Dharamshala is the soul of Himachal Pradesh. Chilly at night and mildly warm during the day, the Indian home to Tibetans is rising fast as one of the most sought after holiday getaways, and perhaps too fast for its own good. Traveling to Dharamshala (or anywhere in north India, for that matter) can be a severe pain if one has to pass through Delhi. Having to spend time in Delhi is the worst punishment for all the sins you have yet to commit. When the mighty Slayer opened the flesh-ripping anthem Raining Blood from their titanic thrash assault Reign In Blood with the words “trapped in purgatory”, they were singing about the time they had to spend in Delhi. It was, I suspect, not drugs or alcohol or time, but all the maida that contained actually edible food off the streets of Dilli that did the legendary band in.
Jokes aside, I’ll continue the ranting by saying that the people of Delhi are the scum of the earth. In Mumbai, they’re direct about matters: you pay, you get. In Bangalore, you pay a lot but you can eventually be at peace. In Delhi, however, even after paying through your nose for commuting or the stay, you cannot be content.
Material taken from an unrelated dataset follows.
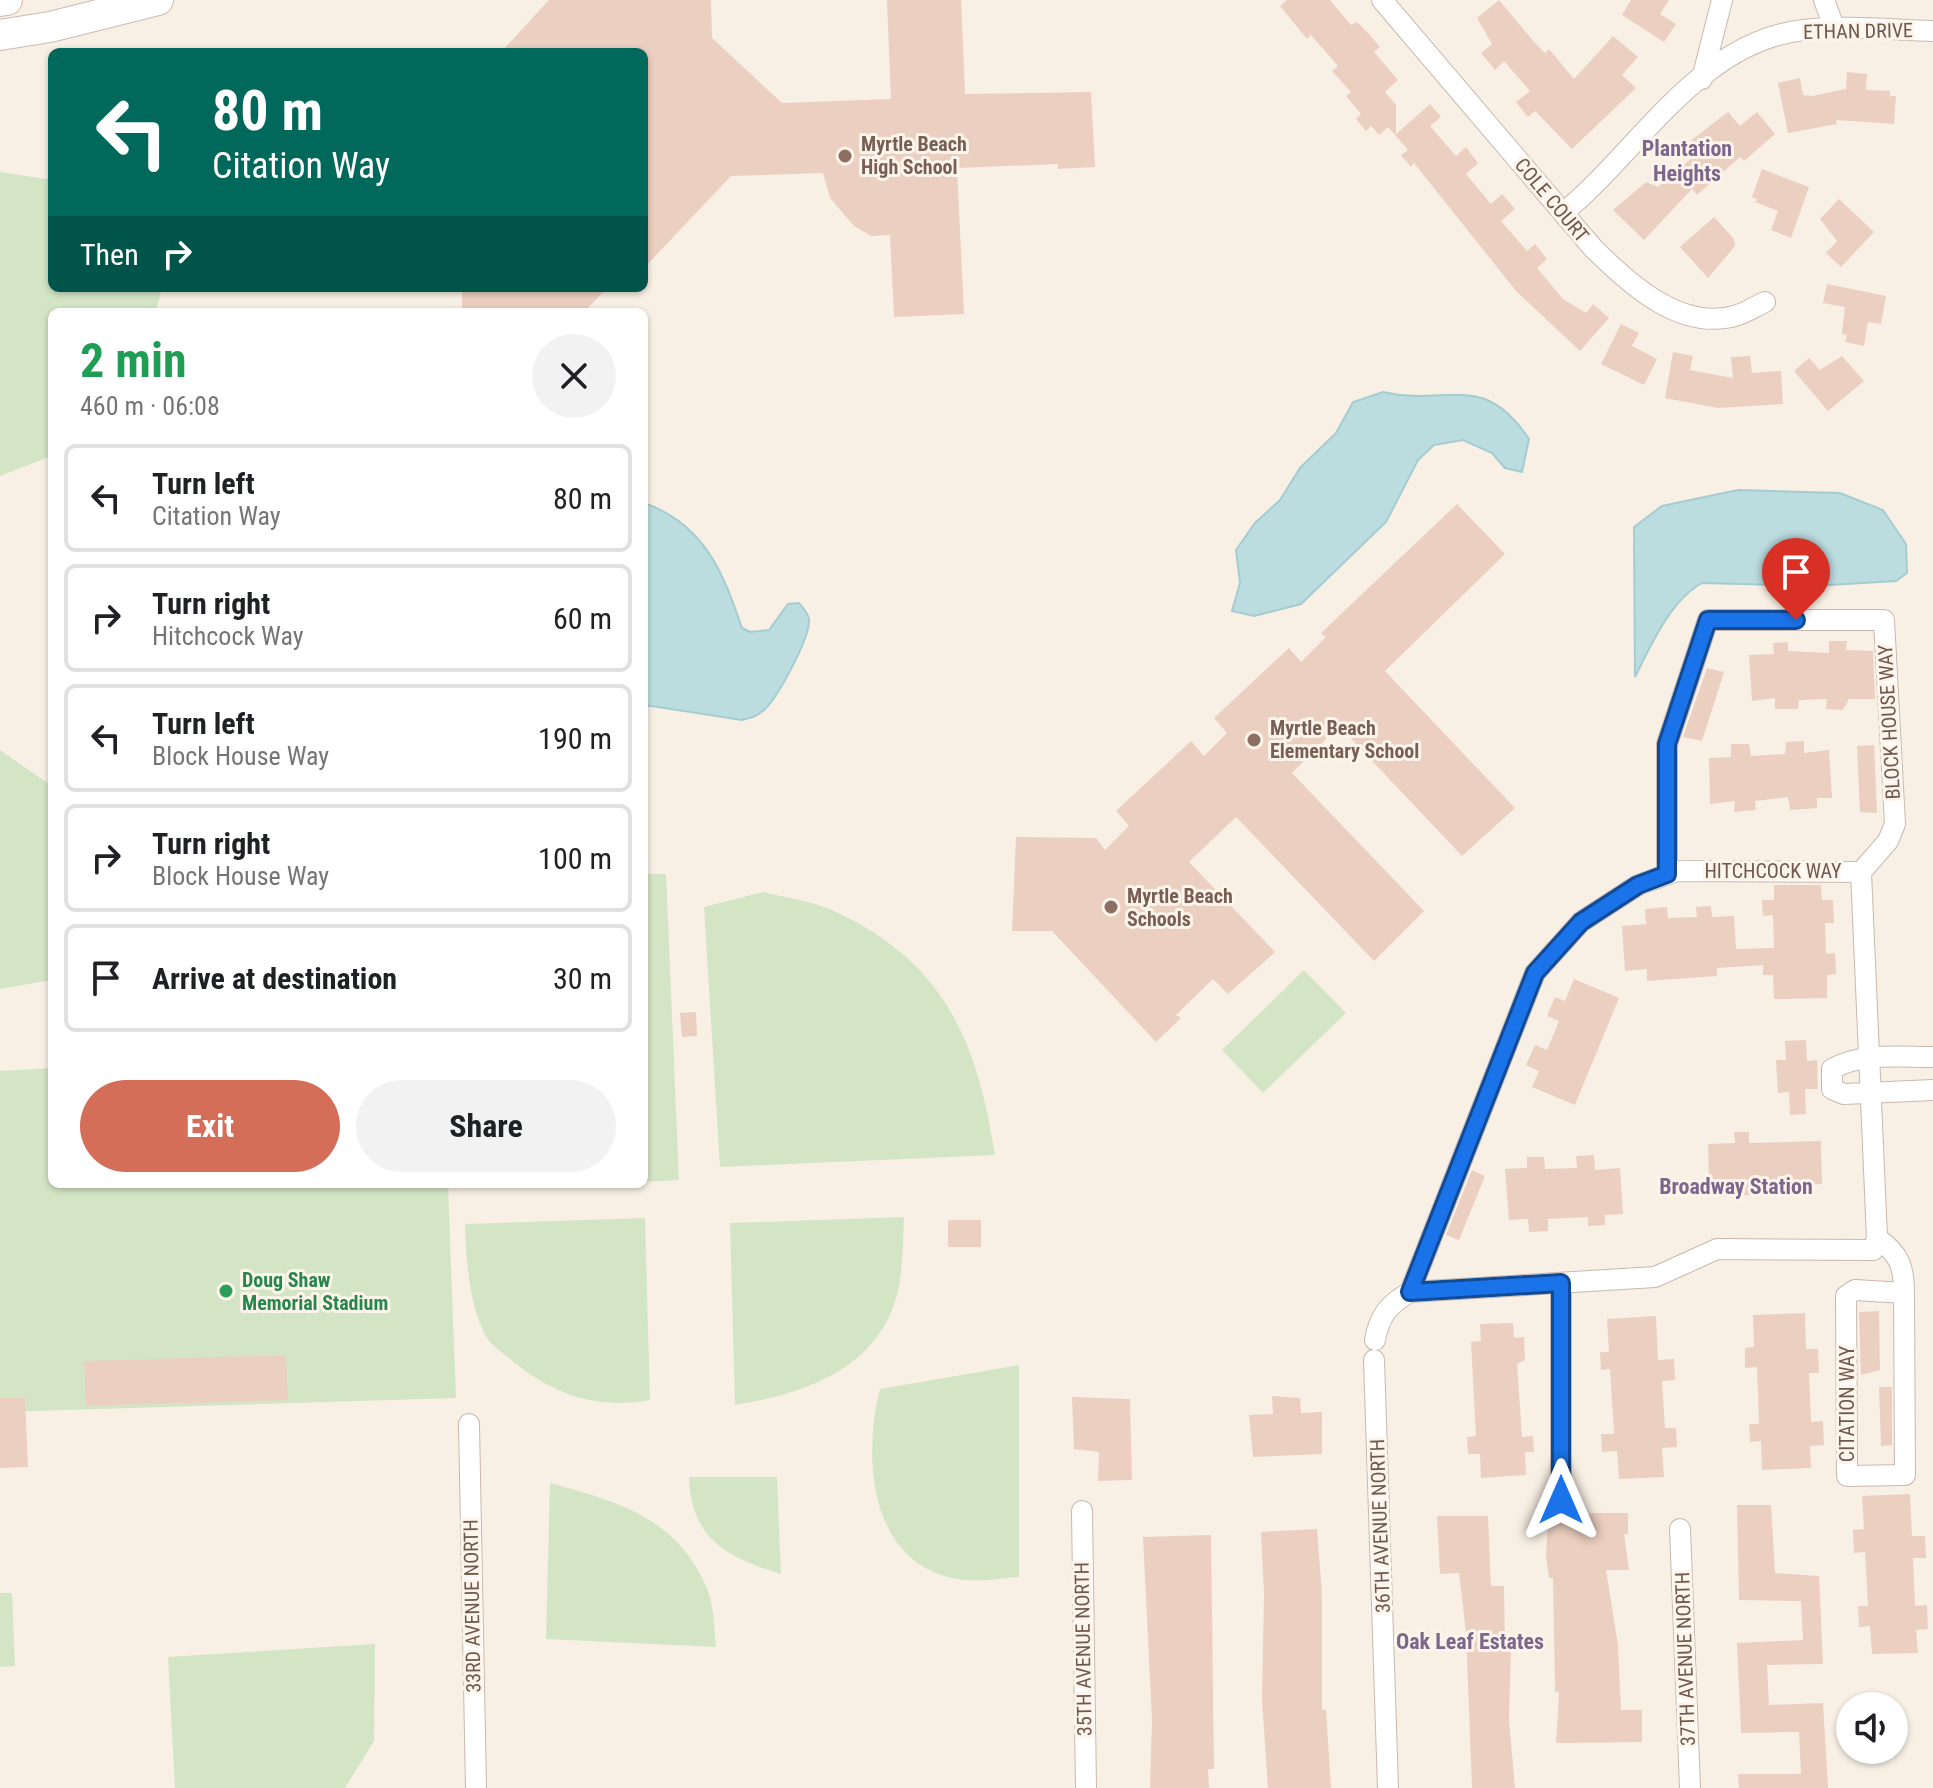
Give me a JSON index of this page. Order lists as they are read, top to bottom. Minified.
{"streets":{"street":["ETHAN DRIVE","COLE COURT","BLOCK HOUSE WAY","HITCHCOCK WAY","CITATION WAY","36TH AVENUE NORTH","33RD AVENUE NORTH","35TH AVENUE NORTH","37TH AVENUE NORTH"]},"crossings":[["ETHAN DRIVE","COLE COURT"],["BLOCK HOUSE WAY","HITCHCOCK WAY"],["HITCHCOCK WAY","36TH AVENUE NORTH"]],"districts":["Plantation Heights","Broadway Station","Oak Leaf Estates"],"places":["Myrtle Beach High School","Myrtle Beach Elementary School","Myrtle Beach Schools","Doug Shaw Memorial Stadium"],"page":{"turn":["80 m","Citation Way"],"then":"Then","heading":["2 min","460 m · 06:08"],"list":[{"name":"Turn left","note":"Citation Way","value":"80 m"},{"name":"Turn right","note":"Hitchcock Way","value":"60 m"},{"name":"Turn left","note":"Block House Way","value":"190 m"},{"name":"Turn right","note":"Block House Way","value":"100 m"},{"name":"Arrive at destination","value":"30 m"}],"buttons":["Exit","Share"]}}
They won’t let you be content. The autorickshaw and cab drivers fool even the city’s people; you have to be filthy rich and own a car and a house, or you have to fleece people – it’s the middle class that suffers in Delhi. The touts who make fast cash by ‘helping’ you find a reasonably priced hotel are as slimy as the dudes who refuse to go by the meter. This is by far the wiliest lot I have come across in my life, and how I’d love it if they were made to work in Mumbai and thus learn some lessons. New Delhi, the capital of India, does not want to run on standard fare. It’s an undeserving city that wants to be as lazy as Goa.
Stress levels drop on the 13-hour journey to Dharamshala, and you’re vaguely aware of passing through other states, and whether you’re traveling by bus or train, Himachal Pradesh welcomes you with biting cold weather the moment you set foot on its land. No complaints from here onwards; it’s countless trees and faraway mountains and endless valleys, a spacious room with an unbelievably beautiful view, and soft-spoken people.
Even if you’re shopping in McLeodganj or drinking milk-less chai grown in the tea estates of Kangra or being enchanted by Buddhist monks in a monastery, you can always get a view of the snow-clad peaks of the Dhauladhar range behind mountains bereft of snow.
Over the next fortnight, this blog will take you to the places we visited during our stay in Dharamshala, show you the things we saw around our hotel in Bhagsunag (Upper Bhagsu, to be exact), and make you hungry with the food reviews, of course.
It’s not the just the ubiquitous momo but also the omnipresent calm that gives Dharamshala its charm. Even if time doesn’t allow you a trek to the snowline, there is something about looking at a snowy mountain and wallowing in the miserable understanding that even that which is not too far away can be unattainable.